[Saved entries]
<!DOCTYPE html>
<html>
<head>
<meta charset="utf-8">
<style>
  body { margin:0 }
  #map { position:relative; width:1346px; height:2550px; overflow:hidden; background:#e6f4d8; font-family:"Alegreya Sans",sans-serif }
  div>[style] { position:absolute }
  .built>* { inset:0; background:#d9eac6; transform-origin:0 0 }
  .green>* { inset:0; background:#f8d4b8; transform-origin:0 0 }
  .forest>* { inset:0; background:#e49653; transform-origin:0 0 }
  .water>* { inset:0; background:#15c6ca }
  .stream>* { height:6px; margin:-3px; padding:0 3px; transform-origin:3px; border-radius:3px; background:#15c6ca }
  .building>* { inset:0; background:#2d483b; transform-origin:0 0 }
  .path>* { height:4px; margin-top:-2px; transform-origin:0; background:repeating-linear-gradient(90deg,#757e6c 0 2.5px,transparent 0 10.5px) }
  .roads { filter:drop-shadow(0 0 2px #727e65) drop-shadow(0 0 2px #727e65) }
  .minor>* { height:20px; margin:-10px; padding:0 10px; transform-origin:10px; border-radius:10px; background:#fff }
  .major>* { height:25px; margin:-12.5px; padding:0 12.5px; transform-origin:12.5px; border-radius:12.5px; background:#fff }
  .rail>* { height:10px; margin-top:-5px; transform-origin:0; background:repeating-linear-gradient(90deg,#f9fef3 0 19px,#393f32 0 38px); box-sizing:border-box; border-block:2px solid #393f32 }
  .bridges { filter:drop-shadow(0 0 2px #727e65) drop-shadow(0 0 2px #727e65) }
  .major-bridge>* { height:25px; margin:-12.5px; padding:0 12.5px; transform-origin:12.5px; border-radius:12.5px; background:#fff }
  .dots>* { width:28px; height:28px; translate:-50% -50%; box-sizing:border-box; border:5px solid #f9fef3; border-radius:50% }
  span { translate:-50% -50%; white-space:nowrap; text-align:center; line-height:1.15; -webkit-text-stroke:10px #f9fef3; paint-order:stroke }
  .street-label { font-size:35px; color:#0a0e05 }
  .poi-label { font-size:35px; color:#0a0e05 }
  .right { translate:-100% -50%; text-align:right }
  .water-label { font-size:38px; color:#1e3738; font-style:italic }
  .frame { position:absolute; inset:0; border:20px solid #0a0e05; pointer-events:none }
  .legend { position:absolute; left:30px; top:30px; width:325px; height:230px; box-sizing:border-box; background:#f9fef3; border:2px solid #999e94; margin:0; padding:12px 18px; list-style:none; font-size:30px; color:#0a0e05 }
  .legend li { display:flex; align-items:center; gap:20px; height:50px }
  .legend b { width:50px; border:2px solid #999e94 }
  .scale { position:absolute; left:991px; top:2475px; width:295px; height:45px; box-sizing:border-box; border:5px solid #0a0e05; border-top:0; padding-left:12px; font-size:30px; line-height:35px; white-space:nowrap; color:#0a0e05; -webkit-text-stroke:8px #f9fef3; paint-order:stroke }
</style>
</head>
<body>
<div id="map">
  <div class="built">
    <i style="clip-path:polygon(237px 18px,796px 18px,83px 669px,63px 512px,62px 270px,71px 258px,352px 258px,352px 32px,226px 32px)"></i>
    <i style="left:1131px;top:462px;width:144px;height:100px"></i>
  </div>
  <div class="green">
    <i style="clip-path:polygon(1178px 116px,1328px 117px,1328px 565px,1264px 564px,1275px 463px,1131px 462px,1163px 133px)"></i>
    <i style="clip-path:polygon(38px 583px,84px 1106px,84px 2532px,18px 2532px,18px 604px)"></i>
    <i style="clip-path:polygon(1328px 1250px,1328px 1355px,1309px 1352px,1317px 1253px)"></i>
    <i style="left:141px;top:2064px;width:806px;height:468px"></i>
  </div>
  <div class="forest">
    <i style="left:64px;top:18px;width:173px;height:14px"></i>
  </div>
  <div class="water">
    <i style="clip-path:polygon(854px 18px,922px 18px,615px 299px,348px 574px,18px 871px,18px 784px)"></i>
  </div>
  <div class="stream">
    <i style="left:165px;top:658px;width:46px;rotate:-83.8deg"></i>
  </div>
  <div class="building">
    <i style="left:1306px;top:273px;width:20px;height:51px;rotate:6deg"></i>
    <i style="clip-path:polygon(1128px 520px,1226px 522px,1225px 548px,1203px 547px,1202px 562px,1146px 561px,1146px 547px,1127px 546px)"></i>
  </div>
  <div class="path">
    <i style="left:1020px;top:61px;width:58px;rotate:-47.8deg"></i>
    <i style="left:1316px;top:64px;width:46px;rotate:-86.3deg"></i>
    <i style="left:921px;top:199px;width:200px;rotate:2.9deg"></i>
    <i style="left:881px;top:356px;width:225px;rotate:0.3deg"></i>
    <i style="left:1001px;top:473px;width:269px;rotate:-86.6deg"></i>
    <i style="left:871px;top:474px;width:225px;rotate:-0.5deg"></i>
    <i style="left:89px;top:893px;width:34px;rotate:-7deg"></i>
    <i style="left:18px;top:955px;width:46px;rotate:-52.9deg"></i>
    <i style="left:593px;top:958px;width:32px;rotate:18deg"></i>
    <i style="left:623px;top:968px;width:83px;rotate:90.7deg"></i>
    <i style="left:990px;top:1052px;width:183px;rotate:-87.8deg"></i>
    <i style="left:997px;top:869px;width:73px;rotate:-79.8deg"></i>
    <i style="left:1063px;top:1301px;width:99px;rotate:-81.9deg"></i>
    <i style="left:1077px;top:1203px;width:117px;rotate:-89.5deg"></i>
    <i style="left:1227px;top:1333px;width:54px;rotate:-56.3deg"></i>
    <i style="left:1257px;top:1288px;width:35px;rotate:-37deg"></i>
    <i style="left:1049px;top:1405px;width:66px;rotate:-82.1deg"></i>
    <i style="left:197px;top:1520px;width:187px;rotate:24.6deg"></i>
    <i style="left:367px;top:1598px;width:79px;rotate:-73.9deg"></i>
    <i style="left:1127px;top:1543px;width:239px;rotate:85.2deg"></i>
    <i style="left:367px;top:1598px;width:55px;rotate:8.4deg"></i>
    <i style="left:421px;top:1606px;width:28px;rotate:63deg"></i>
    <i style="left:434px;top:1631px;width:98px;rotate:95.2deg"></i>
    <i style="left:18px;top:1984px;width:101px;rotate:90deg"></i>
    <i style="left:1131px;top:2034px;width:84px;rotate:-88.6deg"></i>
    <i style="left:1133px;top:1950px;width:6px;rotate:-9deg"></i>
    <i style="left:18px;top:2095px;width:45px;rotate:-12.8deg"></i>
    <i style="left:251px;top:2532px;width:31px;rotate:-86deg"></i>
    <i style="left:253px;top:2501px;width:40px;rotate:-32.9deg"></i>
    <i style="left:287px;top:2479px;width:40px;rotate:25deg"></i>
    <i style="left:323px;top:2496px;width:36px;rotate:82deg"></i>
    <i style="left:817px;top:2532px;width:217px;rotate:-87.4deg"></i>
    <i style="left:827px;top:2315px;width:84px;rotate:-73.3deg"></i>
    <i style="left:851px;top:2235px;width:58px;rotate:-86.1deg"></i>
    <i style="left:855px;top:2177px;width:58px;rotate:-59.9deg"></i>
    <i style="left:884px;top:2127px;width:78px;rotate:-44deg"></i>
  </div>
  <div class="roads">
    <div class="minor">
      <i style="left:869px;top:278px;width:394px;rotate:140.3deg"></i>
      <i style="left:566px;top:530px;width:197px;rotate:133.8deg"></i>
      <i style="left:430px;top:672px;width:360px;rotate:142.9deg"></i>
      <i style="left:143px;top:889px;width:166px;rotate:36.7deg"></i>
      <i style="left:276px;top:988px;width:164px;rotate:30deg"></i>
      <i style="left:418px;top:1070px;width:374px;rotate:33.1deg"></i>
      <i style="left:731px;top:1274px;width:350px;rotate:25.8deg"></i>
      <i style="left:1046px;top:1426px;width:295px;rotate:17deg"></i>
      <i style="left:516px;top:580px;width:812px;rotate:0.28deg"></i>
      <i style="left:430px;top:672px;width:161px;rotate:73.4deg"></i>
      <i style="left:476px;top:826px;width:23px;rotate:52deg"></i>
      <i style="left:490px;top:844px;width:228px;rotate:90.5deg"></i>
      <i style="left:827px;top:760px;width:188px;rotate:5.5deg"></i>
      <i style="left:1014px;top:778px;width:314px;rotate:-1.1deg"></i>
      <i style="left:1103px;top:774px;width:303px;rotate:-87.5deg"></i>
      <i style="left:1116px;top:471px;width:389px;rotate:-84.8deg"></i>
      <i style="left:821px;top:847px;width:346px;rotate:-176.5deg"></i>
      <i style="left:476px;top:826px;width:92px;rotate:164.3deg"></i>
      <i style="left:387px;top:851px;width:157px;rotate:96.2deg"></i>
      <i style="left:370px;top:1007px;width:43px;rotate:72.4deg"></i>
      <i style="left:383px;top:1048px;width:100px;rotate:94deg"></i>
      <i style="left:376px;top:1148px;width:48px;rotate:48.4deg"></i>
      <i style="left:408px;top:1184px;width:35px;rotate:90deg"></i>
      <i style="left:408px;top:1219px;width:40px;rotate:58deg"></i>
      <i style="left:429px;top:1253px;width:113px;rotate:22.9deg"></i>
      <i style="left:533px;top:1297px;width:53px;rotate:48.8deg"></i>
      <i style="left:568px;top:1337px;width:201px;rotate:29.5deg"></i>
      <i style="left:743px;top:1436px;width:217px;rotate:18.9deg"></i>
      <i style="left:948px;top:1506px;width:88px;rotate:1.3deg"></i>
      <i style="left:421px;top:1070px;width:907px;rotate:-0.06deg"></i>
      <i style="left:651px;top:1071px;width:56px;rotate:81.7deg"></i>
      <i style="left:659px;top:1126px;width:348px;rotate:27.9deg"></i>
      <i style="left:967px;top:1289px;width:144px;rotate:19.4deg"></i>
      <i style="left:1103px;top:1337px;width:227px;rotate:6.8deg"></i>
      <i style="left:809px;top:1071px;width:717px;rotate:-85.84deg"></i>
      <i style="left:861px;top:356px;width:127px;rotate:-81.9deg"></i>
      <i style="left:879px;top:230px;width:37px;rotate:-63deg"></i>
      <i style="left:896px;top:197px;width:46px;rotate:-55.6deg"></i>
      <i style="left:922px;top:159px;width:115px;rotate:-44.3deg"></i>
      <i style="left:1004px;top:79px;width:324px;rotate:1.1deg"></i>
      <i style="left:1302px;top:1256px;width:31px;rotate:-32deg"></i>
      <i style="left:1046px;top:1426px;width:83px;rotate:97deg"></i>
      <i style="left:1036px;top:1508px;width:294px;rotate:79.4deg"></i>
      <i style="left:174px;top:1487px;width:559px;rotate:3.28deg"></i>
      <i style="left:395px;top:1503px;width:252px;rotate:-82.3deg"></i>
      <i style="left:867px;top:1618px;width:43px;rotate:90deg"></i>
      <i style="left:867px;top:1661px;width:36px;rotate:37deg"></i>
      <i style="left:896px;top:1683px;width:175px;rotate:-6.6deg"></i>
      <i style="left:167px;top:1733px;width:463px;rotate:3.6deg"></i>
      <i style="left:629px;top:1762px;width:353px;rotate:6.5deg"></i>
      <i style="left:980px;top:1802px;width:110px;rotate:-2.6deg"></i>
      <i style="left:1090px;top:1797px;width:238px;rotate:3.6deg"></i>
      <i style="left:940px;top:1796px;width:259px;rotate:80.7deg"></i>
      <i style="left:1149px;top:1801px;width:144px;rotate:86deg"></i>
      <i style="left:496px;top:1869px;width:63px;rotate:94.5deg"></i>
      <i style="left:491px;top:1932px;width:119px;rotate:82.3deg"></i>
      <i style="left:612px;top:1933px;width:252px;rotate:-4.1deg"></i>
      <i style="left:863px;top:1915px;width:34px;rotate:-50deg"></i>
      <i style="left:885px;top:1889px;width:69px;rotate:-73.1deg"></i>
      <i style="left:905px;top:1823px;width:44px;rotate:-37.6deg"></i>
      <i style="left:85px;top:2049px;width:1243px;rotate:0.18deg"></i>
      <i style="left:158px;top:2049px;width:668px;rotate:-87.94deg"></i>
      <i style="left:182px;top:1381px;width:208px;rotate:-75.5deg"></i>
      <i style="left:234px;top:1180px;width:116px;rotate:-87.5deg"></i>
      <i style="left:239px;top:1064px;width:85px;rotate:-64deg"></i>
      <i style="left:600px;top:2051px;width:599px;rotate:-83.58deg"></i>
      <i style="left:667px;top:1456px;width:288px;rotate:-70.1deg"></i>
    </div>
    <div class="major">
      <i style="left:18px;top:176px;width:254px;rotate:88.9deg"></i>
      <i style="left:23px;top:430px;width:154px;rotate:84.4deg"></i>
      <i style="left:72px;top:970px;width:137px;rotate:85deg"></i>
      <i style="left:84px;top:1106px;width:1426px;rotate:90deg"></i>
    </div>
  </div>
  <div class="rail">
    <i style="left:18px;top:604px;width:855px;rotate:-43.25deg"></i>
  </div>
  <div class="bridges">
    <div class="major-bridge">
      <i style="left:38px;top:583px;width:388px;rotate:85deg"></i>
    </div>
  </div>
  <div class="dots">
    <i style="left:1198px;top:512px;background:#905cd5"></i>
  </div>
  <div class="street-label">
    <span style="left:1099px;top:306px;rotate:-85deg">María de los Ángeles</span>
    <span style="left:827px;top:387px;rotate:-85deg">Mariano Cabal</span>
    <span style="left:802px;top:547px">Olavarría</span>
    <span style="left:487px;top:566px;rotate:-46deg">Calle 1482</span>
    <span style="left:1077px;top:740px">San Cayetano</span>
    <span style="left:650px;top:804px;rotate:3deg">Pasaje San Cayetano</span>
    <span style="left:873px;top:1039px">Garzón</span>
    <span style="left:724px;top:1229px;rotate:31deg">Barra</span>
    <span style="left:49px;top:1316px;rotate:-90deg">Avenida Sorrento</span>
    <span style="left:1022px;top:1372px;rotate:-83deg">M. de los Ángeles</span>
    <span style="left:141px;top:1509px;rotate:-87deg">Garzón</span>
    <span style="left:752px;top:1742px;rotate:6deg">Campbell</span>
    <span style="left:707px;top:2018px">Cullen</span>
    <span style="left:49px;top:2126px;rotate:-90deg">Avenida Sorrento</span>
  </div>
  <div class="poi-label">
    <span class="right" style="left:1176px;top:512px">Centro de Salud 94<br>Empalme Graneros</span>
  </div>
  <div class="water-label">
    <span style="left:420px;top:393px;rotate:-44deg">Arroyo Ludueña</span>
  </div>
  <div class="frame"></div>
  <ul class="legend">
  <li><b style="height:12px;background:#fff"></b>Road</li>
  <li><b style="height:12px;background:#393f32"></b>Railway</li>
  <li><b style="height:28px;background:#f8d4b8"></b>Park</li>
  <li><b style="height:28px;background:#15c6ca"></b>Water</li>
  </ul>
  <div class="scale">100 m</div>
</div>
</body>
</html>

## Aim of the task
Copy out, word for word, the part of the entries above that begins at the line with "height:20px; margin:-10px; padding:0" and ends at the line with "display:flex; align-items:center; gap:20px;", including both.

## Answer to this exercise
  .minor>* { height:20px; margin:-10px; padding:0 10px; transform-origin:10px; border-radius:10px; background:#fff }
  .major>* { height:25px; margin:-12.5px; padding:0 12.5px; transform-origin:12.5px; border-radius:12.5px; background:#fff }
  .rail>* { height:10px; margin-top:-5px; transform-origin:0; background:repeating-linear-gradient(90deg,#f9fef3 0 19px,#393f32 0 38px); box-sizing:border-box; border-block:2px solid #393f32 }
  .bridges { filter:drop-shadow(0 0 2px #727e65) drop-shadow(0 0 2px #727e65) }
  .major-bridge>* { height:25px; margin:-12.5px; padding:0 12.5px; transform-origin:12.5px; border-radius:12.5px; background:#fff }
  .dots>* { width:28px; height:28px; translate:-50% -50%; box-sizing:border-box; border:5px solid #f9fef3; border-radius:50% }
  span { translate:-50% -50%; white-space:nowrap; text-align:center; line-height:1.15; -webkit-text-stroke:10px #f9fef3; paint-order:stroke }
  .street-label { font-size:35px; color:#0a0e05 }
  .poi-label { font-size:35px; color:#0a0e05 }
  .right { translate:-100% -50%; text-align:right }
  .water-label { font-size:38px; color:#1e3738; font-style:italic }
  .frame { position:absolute; inset:0; border:20px solid #0a0e05; pointer-events:none }
  .legend { position:absolute; left:30px; top:30px; width:325px; height:230px; box-sizing:border-box; background:#f9fef3; border:2px solid #999e94; margin:0; padding:12px 18px; list-style:none; font-size:30px; color:#0a0e05 }
  .legend li { display:flex; align-items:center; gap:20px; height:50px }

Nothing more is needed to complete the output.